Der Rauch ist stark und würzig, er brennt nicht im Mund, nicht in der Lunge, er hebt meinen inneren Zustand, verdichtet ihn, aber plötzlich passiert, was seit dem Kiffen meiner Schulzeit nicht mehr passiert ist: Angst materialisiert sich. Angst, die über die Straße heranrollt, durch den Hof kommt, aus den Wänden tritt, über meinem Lager zusammenschwappt. Plötzlich ist jede Angst, die sich in dieser Stadt je befunden hat, zielgerichtet und bei mir. Sie hat keine genießbare Seite und erlaubt auch kein Abschweifen. Vielmehr meint sie es ernst, als Einschüchterung, als Bedrohung.

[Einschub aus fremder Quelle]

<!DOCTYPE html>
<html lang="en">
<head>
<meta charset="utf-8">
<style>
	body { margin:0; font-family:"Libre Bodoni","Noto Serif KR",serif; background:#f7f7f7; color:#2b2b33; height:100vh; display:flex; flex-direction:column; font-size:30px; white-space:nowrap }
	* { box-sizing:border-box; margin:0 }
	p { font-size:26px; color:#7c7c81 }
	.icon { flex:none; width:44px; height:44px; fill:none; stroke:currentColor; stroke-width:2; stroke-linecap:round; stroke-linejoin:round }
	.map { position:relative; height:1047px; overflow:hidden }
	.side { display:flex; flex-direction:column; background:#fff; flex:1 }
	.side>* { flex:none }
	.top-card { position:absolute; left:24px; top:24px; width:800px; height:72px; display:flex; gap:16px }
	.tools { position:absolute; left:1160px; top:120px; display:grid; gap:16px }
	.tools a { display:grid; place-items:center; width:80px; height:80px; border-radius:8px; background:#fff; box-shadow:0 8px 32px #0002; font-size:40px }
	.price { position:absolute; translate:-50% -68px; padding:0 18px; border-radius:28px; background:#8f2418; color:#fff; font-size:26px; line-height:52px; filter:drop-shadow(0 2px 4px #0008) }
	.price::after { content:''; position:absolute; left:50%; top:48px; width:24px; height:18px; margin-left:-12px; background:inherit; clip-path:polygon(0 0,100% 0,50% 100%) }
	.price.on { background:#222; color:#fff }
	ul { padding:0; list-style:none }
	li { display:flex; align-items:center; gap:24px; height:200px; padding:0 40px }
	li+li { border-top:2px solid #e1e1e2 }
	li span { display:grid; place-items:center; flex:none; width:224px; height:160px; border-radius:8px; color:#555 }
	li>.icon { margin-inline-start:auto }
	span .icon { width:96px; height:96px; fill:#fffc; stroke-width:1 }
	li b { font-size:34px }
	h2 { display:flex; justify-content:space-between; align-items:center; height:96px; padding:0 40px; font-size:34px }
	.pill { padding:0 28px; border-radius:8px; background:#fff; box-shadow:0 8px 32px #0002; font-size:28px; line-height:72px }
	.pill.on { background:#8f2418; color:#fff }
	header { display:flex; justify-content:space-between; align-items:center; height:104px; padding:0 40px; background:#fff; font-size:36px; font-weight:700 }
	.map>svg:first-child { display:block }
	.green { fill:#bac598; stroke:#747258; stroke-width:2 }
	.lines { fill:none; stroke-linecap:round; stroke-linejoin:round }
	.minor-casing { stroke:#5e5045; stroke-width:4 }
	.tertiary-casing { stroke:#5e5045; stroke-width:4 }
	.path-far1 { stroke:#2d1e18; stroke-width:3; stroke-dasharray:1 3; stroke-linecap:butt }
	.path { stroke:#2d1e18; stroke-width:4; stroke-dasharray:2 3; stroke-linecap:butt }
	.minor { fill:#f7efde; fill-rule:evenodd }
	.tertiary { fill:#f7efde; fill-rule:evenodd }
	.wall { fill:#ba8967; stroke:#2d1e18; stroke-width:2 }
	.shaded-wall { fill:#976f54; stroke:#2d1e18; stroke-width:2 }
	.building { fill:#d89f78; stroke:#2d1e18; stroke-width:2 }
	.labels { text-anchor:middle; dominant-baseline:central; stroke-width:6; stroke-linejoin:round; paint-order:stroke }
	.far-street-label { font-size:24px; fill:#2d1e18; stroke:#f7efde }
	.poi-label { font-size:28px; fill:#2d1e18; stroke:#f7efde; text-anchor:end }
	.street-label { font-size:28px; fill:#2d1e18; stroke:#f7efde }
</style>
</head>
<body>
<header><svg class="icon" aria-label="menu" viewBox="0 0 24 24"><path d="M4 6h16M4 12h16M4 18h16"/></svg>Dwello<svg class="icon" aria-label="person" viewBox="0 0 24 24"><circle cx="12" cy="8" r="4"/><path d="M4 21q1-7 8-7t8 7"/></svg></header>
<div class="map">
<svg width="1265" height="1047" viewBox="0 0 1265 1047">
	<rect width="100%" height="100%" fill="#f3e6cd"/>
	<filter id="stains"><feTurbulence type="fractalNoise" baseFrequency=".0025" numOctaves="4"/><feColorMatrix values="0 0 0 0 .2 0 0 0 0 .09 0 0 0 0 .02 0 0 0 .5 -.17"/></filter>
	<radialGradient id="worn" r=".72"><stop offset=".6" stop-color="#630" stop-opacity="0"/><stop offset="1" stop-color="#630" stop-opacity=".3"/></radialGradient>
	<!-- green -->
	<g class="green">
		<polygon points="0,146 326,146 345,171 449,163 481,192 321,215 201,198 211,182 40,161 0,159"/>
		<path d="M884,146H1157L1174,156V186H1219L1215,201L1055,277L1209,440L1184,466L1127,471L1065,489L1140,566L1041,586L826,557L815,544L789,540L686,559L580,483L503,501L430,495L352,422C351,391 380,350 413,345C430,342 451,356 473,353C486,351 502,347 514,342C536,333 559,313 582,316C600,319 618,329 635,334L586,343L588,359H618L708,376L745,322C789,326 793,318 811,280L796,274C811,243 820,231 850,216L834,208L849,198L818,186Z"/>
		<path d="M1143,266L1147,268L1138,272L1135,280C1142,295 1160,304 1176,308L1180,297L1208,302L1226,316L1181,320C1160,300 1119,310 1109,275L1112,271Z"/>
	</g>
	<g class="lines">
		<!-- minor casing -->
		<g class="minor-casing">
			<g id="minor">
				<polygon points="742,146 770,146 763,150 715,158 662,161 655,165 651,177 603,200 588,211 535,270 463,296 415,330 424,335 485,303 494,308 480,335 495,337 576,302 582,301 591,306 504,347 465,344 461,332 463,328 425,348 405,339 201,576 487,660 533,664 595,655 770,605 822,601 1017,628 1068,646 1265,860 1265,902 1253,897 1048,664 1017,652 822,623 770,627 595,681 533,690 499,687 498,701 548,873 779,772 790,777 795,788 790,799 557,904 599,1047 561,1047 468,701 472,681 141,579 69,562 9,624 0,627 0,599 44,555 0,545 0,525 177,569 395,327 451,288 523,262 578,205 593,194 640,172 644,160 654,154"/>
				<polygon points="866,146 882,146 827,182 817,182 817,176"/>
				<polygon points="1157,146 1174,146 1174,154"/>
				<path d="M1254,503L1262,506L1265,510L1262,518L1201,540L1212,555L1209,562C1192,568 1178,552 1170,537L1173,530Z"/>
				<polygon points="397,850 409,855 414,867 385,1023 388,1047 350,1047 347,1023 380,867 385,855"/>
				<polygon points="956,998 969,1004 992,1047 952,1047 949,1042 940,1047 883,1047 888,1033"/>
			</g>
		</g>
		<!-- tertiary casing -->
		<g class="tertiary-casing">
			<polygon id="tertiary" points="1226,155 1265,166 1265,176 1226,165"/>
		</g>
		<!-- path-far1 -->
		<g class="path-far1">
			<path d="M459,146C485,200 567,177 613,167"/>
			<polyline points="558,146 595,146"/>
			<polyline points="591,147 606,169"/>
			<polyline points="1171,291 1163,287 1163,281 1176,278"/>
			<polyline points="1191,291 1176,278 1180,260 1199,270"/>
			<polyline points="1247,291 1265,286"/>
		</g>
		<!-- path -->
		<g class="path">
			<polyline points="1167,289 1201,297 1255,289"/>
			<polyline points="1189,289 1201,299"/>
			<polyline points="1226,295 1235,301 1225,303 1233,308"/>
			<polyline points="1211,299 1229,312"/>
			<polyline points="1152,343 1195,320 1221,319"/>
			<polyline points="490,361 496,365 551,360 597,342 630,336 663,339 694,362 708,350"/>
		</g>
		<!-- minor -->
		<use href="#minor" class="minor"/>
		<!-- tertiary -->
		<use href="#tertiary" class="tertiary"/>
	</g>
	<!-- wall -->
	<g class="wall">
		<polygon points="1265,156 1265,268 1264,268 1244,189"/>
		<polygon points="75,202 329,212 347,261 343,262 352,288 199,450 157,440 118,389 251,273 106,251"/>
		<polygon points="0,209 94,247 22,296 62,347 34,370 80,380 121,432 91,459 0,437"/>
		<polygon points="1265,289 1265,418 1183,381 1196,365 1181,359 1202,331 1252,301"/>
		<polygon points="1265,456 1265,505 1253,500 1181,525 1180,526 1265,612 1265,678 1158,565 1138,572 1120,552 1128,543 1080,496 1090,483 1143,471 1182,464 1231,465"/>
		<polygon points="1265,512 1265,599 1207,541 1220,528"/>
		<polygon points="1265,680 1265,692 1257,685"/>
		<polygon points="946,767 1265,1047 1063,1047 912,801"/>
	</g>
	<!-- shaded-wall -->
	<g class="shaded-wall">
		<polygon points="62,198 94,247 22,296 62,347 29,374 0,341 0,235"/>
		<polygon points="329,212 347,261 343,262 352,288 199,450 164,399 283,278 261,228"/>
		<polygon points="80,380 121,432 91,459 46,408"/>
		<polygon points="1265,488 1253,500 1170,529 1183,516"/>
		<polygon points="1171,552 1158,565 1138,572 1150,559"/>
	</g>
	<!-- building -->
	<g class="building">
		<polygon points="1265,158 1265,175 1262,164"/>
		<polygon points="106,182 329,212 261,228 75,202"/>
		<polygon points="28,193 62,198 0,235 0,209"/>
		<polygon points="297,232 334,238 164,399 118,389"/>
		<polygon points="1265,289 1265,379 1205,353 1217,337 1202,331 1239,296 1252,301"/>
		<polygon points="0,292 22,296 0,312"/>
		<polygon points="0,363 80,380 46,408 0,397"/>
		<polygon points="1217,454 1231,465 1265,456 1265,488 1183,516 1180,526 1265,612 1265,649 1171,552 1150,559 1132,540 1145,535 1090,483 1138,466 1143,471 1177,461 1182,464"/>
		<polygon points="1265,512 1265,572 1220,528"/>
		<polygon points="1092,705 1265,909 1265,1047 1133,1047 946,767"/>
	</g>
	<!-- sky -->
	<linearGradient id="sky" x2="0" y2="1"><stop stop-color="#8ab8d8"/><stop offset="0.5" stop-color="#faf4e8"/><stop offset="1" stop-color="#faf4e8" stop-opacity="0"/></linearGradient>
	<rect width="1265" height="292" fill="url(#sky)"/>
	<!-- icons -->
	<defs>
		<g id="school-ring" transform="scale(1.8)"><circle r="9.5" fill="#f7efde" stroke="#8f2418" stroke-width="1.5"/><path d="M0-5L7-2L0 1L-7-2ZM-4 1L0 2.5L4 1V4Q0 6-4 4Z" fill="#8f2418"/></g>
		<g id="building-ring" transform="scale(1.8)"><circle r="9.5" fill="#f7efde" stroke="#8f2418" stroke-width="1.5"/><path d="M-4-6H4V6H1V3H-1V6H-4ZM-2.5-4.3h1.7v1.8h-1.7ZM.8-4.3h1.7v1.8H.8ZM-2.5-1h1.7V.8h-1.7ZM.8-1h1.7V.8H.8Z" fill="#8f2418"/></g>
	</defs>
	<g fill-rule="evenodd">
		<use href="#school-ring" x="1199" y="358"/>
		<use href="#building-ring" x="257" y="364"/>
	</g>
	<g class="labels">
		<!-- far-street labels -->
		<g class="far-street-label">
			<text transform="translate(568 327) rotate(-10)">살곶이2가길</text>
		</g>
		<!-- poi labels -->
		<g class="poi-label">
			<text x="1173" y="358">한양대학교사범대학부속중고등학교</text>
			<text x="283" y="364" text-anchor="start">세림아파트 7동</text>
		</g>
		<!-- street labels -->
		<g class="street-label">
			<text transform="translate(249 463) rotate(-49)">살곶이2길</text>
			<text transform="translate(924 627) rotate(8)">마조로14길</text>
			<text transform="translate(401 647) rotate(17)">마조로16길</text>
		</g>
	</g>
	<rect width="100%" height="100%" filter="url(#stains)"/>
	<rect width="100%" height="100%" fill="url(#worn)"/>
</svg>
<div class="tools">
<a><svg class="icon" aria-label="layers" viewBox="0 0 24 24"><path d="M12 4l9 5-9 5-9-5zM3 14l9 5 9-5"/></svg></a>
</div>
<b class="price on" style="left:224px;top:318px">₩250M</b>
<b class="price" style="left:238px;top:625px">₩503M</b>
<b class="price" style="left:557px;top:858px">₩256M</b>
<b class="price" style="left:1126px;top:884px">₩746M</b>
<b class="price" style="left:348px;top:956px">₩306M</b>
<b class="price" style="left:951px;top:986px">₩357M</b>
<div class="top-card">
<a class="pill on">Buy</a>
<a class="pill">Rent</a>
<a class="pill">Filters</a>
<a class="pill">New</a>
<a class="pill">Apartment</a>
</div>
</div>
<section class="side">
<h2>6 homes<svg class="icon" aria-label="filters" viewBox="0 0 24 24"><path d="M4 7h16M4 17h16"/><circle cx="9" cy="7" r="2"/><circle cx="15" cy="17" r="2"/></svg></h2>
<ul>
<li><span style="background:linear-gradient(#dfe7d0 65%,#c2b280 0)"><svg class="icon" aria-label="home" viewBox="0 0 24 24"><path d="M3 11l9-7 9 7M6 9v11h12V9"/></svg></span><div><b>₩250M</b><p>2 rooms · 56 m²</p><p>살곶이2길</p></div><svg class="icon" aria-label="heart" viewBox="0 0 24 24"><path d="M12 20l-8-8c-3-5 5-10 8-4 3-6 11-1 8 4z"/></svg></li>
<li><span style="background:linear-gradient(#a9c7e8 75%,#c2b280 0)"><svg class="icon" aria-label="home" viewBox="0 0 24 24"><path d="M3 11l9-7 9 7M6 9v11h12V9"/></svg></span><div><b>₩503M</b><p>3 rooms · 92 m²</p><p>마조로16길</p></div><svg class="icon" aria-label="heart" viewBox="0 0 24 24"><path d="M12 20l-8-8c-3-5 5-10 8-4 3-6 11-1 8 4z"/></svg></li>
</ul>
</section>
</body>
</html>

Wenn Orte auch geronnene Erfahrung sind, wenn sie sich zusammensetzen aus allem, was je in ihnen gefühlt wurde, dann ist diese Angst eine Art Offenbarung. Kunduz gibt sich zu erkennen. In das Weichbild der Stadt haben sich Bombenabwürfe und Raketenbeschuss, Vergewaltigungen, Folter und Morde eingedrückt. Heckenschützen haben gelauert, Späher haben Häuser auf der Suche nach Versteckten durchsucht, Marodierende haben zerstört, Soldatentrupps haben Bauwerke gestürmt und verwüstet, Frauen haben geschrien, Kinder das Weite gesucht. Jede denkbare Konstellation kann sich wiederholen. Es ist alles noch zu frisch. Die Gewalt ist nicht Vergangenheit, ist nicht archaisch, nicht Kultus. Sie ist nur für ein paar Tage nicht hierher gekommen, und wir reden schon von Frieden.

Der Hof liegt finster. In der Nacht sind nur Hunde und ein paar Autos zu hören. Es ist eine andere Nacht, gesättigt von Bedrohung, eine Nacht, in der so viele wach liegen in der Angst, in der Wiederkehr des Traumas. Da ist die Angst des Soldaten vor dem Anblick der Wunde, der Moment der Auslieferung des Opfers, die Zerstörung des Bewusstseins im Schrecken.

Die Angst sitzt dicht am Lebensnerv. Sie fühlt die geographische Entfernung, die Zeit, die ich brauchen würde bis in die Arme meiner Lieben. Ich denke an sie, denke mir Landschaften. Die Angst bricht durch, Angst ohne Objekt.

Nach Stunden erst löst sich alles in einem Staunen über alles, was der Kopf kann, nicht über das, was er denkt, sondern darüber, mit welcher Intensität er Regungen körperlich werden lässt in einem innigen, unausweichlichen Gefühl, das plötzlich wirklich eine eigene Macht ist.

Jetzt zerfallen die Figuren, vervielfachen sich, werden anorganisch, zerfließen zu bloßen Strukturen oder geometrischen Mustern, die Gedanken sind plötzlich schlechter steuerbar, starrsinnig wählen sie sich eigene Zustände. Dann wird mit breitem Pinsel eine Stimmung hineingemalt, ein Rothko-Rot glüht, eine Poliakow'sche schwarze Wand erhebt sich.

Oder die Nebenlinien verflattern, wollen einzeln verfolgt werden, eine nach der anderen, aber die andere ist schon vergessen.